Collected data:
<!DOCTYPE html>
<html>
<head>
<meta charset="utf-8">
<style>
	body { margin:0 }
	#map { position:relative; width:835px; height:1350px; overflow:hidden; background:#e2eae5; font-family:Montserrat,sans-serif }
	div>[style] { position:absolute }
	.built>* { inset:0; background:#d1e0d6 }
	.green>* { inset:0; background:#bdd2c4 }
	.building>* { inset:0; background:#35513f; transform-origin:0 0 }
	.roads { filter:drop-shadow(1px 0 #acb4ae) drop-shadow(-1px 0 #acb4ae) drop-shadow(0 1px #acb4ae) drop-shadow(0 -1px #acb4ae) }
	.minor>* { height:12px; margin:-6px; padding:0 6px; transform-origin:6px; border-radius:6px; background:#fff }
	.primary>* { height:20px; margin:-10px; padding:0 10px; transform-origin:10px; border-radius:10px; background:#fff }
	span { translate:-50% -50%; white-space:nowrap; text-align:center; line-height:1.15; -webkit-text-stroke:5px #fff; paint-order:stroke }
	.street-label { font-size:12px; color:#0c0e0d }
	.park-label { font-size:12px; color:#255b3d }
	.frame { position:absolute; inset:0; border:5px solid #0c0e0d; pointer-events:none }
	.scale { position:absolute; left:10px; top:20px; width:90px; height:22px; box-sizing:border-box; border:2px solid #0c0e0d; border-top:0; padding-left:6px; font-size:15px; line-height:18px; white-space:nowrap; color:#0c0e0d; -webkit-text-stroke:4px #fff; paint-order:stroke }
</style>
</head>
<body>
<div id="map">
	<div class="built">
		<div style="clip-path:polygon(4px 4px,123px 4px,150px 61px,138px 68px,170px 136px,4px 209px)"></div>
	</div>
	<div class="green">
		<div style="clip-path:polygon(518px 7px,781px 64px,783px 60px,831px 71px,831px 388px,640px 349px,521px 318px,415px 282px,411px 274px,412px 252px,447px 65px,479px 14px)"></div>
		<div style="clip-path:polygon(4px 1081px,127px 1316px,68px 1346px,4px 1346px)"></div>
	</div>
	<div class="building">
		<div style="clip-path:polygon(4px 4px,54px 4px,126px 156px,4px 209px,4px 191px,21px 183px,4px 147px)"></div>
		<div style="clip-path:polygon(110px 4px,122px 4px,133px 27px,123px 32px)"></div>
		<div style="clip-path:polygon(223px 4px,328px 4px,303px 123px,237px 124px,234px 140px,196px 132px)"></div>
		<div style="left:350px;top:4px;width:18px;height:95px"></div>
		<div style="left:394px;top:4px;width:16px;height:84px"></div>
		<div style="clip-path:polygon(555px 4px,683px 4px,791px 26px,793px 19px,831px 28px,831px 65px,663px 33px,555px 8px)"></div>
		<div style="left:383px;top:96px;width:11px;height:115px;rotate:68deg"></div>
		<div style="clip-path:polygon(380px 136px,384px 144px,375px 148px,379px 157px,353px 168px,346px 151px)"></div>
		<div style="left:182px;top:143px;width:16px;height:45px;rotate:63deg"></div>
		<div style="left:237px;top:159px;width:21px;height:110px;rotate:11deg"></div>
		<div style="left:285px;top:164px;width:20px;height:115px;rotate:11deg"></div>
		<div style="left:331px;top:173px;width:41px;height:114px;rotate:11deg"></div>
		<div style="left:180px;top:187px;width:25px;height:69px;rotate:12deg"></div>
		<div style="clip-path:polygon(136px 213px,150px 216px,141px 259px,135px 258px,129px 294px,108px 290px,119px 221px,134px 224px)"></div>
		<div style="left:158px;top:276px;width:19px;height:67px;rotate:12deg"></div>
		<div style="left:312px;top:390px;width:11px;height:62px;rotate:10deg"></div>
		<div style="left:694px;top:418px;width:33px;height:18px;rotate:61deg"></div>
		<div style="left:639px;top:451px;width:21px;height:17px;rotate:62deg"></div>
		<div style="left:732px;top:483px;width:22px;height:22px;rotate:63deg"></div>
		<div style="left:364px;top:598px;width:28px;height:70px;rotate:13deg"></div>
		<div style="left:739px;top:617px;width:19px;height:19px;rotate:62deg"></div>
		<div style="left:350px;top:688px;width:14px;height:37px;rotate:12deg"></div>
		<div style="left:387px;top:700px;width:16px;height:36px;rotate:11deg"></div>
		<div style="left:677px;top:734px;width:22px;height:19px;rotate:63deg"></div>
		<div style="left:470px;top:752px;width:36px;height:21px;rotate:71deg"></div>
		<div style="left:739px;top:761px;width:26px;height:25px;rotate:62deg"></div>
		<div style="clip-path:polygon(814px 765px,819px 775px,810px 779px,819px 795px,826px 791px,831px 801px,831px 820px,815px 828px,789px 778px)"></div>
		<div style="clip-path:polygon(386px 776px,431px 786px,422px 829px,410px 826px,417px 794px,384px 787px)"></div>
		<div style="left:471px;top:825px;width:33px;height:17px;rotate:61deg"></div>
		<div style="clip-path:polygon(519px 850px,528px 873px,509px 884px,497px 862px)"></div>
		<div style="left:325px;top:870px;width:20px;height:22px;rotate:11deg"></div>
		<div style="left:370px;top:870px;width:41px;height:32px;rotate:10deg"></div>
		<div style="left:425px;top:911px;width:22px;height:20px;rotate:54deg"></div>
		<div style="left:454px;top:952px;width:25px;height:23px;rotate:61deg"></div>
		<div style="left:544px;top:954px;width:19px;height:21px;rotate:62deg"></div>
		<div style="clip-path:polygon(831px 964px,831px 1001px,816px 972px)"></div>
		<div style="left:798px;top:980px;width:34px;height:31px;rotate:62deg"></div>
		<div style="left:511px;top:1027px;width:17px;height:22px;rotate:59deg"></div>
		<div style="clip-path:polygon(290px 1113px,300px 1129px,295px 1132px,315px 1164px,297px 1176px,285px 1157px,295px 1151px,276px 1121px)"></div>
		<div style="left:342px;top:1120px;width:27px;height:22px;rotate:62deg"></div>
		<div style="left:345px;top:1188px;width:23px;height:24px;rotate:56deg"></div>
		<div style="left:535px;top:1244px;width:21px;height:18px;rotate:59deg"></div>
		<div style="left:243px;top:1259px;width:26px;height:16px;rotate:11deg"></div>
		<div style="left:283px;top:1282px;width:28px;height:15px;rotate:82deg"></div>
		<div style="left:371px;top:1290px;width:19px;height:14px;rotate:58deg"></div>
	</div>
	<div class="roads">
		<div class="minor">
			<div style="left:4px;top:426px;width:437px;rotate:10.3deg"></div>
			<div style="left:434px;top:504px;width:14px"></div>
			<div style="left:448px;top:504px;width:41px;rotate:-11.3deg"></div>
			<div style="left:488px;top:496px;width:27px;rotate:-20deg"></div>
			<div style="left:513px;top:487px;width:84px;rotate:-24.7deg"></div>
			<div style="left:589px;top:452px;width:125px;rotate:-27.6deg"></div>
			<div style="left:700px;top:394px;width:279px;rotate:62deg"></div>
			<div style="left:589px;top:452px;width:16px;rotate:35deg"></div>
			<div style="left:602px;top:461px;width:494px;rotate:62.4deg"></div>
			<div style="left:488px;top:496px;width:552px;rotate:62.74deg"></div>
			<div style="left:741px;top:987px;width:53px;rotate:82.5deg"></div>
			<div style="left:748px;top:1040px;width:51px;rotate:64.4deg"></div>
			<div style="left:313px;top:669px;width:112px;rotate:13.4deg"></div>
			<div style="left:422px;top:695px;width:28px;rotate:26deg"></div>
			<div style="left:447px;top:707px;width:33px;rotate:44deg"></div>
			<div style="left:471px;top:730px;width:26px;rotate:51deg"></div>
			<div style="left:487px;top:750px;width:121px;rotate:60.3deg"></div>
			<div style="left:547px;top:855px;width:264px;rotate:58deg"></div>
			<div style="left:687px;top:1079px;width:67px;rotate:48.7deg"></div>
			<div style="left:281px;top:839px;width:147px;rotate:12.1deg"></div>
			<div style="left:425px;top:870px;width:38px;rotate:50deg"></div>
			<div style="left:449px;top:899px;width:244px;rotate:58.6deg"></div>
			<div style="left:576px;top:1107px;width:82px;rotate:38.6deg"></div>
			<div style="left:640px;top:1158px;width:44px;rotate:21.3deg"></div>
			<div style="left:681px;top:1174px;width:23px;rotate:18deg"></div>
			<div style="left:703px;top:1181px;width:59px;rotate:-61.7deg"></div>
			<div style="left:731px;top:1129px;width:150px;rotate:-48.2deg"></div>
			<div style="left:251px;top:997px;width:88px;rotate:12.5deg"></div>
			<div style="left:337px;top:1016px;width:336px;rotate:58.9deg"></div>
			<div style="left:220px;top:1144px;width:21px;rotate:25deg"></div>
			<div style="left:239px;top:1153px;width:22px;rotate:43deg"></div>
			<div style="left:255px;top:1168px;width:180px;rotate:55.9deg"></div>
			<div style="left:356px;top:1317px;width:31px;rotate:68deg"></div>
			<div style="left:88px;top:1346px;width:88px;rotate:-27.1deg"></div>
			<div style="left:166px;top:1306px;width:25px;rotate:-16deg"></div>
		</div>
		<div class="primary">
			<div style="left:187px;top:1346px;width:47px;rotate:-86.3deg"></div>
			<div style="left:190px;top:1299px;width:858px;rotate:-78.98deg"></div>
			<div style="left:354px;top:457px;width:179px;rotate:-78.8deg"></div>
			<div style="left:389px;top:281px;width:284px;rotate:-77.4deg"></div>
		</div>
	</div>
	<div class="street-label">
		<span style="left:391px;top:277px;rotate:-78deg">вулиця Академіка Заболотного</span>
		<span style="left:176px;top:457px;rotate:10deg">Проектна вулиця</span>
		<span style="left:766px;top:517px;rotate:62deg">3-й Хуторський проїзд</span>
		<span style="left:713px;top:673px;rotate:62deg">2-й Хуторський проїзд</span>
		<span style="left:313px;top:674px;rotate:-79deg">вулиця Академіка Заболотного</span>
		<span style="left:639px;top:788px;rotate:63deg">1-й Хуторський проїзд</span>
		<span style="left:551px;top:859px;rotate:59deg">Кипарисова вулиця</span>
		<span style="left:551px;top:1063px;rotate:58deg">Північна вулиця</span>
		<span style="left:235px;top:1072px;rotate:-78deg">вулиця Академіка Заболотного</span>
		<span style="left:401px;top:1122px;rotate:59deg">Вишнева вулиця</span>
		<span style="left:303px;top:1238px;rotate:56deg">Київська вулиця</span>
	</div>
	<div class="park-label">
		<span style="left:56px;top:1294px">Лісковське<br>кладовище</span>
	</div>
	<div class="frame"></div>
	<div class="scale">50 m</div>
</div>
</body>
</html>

Task:
Take the stretch of lines above from the one containing "height:12px; margin:-6px; padding:0" through the one containing "translate:-50% -50%; white-space:nowrap;" and repeat it exactly, adding no other line.

Solution below:
	.minor>* { height:12px; margin:-6px; padding:0 6px; transform-origin:6px; border-radius:6px; background:#fff }
	.primary>* { height:20px; margin:-10px; padding:0 10px; transform-origin:10px; border-radius:10px; background:#fff }
	span { translate:-50% -50%; white-space:nowrap; text-align:center; line-height:1.15; -webkit-text-stroke:5px #fff; paint-order:stroke }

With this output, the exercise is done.